Monitoring of TeskaLabs LogMan.io with Prometheus¶
This section provides recommendations for integrating Prometheus monitoring with TeskaLabs LogMan.io.
It covers infrastructure-level monitoring of cluster nodes and application-level monitoring of the TeskaLabs LogMan.io platform and its supporting services.
Scope and responsibilities
- Prometheus is not deployed as part of the TeskaLabs LogMan.io product.
- The customer is responsible for deploying and maintaining their own Prometheus infrastructure.
- TeskaLabs provides recommendations on which metrics to collect and monitor.
- TeskaLabs does not provide pre-built Prometheus alert rules.
- The customer or implementation partner is responsible for creating Prometheus scrape configuration, alerting rules, and dashboards.

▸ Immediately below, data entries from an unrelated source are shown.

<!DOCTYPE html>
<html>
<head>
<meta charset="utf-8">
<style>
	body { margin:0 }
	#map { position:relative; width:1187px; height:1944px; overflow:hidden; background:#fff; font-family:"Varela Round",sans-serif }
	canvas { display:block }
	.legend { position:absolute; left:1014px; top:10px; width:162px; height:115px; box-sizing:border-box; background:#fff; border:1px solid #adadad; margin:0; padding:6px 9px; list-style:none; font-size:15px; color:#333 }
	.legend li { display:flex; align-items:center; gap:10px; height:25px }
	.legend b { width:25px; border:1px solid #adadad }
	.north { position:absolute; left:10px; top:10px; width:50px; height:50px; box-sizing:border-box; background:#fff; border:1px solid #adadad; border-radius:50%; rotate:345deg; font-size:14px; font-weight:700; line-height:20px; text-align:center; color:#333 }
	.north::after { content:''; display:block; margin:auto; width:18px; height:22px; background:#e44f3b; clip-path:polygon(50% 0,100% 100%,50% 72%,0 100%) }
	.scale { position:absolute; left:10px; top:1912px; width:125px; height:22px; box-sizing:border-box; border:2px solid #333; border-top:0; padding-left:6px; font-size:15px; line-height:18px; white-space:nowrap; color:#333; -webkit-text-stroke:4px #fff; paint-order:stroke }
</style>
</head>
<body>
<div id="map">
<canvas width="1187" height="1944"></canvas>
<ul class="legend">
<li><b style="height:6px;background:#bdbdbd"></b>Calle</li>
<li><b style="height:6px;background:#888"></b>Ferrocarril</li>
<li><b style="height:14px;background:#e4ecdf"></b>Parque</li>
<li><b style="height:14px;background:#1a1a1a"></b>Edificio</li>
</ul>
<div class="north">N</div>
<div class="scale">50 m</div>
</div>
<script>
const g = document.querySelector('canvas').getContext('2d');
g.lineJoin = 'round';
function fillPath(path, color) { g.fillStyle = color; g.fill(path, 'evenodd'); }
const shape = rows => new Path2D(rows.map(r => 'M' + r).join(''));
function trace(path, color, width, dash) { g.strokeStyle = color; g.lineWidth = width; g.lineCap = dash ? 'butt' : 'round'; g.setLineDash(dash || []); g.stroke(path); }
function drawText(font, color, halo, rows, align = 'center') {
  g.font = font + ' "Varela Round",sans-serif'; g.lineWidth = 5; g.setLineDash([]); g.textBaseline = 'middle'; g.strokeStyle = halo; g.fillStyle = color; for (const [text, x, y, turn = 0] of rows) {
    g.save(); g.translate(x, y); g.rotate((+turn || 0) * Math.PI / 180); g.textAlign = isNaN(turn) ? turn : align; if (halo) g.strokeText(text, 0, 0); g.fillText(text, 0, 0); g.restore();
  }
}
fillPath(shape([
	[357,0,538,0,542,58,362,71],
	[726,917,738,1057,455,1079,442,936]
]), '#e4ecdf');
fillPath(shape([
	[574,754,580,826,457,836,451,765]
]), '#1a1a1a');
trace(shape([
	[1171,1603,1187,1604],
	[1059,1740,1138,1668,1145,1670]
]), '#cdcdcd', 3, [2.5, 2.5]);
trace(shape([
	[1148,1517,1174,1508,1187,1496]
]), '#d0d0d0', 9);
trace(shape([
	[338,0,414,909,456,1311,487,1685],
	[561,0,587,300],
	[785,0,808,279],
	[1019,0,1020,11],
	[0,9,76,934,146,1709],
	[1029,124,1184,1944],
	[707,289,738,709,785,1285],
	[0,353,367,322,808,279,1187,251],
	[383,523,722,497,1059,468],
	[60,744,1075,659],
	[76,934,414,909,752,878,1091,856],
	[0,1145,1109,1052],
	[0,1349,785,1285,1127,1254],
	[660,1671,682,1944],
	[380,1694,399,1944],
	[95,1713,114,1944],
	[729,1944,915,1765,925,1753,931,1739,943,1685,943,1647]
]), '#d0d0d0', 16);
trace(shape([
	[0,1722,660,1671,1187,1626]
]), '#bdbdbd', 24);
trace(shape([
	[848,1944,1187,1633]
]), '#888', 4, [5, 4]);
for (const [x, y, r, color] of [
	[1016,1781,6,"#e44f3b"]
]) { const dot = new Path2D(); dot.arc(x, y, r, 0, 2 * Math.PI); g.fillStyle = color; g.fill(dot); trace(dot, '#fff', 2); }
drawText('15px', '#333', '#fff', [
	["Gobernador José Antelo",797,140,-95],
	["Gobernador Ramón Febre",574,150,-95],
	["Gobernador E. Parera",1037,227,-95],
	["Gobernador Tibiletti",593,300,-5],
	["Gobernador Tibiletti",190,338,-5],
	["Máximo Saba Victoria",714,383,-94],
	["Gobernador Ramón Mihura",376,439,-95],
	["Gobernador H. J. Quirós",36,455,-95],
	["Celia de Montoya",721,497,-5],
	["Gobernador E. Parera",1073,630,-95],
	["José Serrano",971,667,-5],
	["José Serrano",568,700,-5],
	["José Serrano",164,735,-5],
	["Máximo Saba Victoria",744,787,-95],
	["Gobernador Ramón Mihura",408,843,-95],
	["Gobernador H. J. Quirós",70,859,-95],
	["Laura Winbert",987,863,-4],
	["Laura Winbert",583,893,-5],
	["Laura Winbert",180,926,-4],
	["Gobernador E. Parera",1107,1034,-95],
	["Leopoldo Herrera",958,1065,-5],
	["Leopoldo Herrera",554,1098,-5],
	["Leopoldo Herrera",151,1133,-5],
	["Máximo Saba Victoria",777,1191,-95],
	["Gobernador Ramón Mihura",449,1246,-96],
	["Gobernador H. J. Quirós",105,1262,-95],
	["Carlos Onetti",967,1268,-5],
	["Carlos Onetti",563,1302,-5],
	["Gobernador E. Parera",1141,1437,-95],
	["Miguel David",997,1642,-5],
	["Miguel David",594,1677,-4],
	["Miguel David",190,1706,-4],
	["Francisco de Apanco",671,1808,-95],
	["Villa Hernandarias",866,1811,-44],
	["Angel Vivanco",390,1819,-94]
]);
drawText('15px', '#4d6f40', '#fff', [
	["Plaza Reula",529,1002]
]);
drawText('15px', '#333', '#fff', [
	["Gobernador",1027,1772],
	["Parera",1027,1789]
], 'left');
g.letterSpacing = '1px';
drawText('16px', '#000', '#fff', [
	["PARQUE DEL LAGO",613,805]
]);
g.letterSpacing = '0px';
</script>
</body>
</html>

Infrastructure Description¶
| Component | Details |
|---|---|
| Application | TeskaLabs LogMan.io |
| Deployment | Multi-node cluster |
| Hardware | Supermicro servers or Dell servers |
| Operating System | Ubuntu Server 22.04 LTS |
| Containerization | Docker with Docker Compose |
| Telemetry DB | InfluxDB-compatible telemetry exposed to Prometheus |
| Key services | Elasticsearch, Apache Kafka, ZooKeeper, MongoDB, NGINX, InfluxDB |
Prometheus Integration¶
Prometheus should scrape metrics from the LogMan.io telemetry layer or from a bridge/exporter exposing existing InfluxDB-style metrics.
Note
Metric names in this document intentionally use the existing LogMan.io / InfluxDB-style naming. Do not rename them to native Prometheus exporter metric names unless the telemetry pipeline is changed.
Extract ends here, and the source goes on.